While preparing a project to work with ruby 1.9.3, I came across a problem that was very hard to debug, because it manifested itself inside DataMapper, which I am not that familiar with. In addition, since the nature of lambda is code that will get run later, the problem manifested itself far away from where it was introduced. In any case, it can be illustrated like this:

# ruby 1.8
>> l = lambda { 'Hello World!' }
=> #<Proc:0x0000000106db80d8@(irb):8>
>> l.call
=> "Hello World!"
>> l.call('a')
=> "Hello World!"

In ruby 1.9 on the other hand, we get:

# ruby 1.9
>> l = lambda { 'Hello World!' }
=> #<Proc:0x007f8fa4edba80@(irb):10 (lambda)>
>> l.call
=> "Hello World!"
>> l.call('a')
ArgumentError: wrong number of arguments (1 for 0)
	from (irb):10:in `block in irb_binding'
	from (irb):12:in `call'
	from (irb):12
	from /Users/ylansegal/.rvm/rubies/ruby-1.9.3-p286/bin/irb:16:in `<main>'

By design, the lambda’s will complain if the number of arguments when defining is different than when calling. Procs, it’s close cousins, do not:

# This works in both ruby 1.8 and 1.9
>> p = Proc.new { 'Hello World!' }
=> #<Proc:0x0000000106daf370@(irb):11>
>> p.call
=> "Hello World!"
>> p.call('a')
=> "Hello World!"

In my particular case, the lambda was defining a default value for a DataMapper property.
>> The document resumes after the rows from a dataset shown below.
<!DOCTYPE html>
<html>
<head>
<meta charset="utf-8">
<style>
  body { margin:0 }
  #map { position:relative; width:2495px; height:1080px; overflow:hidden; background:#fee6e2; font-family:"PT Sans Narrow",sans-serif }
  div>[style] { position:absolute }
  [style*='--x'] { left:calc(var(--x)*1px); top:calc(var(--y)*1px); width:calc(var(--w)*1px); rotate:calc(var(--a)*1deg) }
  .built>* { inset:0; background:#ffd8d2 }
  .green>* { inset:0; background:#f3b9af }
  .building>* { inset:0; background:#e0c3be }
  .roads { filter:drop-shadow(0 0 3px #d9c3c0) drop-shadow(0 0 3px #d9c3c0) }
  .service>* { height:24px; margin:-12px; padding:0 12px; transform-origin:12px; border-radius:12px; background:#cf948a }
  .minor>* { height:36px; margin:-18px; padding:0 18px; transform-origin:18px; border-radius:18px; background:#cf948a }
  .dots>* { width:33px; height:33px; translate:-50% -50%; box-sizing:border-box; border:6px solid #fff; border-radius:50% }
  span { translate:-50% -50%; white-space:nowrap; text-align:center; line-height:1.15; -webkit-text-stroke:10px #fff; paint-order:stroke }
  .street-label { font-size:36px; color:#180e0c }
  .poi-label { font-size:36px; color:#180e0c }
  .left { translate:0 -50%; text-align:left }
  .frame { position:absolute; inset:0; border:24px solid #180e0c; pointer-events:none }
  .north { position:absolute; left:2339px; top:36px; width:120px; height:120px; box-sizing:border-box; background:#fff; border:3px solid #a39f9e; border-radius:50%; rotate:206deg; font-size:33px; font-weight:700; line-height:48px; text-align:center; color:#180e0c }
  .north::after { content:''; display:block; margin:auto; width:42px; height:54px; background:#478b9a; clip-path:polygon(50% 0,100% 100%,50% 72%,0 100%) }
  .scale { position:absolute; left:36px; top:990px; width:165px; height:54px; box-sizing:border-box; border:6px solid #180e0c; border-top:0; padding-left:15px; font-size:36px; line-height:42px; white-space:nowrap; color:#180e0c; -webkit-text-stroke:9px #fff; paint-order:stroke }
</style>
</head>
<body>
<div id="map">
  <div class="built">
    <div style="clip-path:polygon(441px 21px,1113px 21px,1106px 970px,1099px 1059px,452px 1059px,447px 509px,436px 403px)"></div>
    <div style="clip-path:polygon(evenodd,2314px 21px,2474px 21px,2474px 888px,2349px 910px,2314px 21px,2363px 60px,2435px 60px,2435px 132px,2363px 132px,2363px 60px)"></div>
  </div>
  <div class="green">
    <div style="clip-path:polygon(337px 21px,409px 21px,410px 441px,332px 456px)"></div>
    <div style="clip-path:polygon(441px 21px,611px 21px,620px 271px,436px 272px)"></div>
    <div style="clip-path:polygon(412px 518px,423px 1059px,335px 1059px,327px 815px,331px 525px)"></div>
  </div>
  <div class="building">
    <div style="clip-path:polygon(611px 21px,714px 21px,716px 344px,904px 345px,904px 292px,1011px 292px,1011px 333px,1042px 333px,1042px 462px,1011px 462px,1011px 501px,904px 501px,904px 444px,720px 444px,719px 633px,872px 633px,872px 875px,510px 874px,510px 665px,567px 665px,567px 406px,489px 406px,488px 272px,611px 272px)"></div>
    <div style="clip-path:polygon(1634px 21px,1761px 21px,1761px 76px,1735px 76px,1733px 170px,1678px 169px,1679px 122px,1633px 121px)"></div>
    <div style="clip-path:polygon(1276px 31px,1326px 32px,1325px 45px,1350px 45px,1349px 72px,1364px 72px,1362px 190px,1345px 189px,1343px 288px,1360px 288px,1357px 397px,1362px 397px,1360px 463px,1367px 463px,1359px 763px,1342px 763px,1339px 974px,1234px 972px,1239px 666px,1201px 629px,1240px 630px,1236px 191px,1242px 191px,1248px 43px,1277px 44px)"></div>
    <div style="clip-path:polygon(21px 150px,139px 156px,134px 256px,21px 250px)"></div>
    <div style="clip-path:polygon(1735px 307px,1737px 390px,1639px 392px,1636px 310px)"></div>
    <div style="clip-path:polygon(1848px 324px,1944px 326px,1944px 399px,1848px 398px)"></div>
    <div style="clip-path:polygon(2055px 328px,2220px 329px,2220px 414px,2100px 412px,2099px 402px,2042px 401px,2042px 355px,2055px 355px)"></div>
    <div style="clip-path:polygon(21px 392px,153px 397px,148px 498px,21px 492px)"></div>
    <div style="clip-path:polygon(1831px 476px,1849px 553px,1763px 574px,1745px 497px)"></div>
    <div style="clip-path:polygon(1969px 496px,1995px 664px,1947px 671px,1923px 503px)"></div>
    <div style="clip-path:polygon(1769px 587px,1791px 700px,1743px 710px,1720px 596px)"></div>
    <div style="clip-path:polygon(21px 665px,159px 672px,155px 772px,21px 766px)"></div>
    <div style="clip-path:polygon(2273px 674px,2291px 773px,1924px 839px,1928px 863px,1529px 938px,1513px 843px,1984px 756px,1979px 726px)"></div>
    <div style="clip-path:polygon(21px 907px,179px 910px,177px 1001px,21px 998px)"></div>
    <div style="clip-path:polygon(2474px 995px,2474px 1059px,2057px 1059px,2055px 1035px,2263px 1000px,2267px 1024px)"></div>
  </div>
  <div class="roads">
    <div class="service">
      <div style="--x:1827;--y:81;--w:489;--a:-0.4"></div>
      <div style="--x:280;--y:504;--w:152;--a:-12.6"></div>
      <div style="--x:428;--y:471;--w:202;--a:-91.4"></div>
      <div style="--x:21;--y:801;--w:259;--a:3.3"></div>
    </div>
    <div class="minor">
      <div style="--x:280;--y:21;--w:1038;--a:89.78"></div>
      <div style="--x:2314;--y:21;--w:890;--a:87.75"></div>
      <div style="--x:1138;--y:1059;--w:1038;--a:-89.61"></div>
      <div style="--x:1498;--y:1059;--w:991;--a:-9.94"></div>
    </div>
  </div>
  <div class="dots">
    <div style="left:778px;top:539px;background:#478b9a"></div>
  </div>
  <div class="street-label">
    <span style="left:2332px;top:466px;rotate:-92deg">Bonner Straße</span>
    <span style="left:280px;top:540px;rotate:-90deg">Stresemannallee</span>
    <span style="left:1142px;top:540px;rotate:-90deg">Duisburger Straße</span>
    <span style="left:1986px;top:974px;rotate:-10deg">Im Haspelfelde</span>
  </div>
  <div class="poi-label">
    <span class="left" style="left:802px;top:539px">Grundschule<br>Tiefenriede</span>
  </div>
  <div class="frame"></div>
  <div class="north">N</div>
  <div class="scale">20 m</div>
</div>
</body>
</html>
When calling, data mapper checked if it quacked like a Proc (by using respond_to?(:call)) and proceeded to call with two arguments: The resource and the property. To make it work, I could either define the lamda with two arguments (which I was not doing) or use Proc.new instead. I ended up going with Proc.new.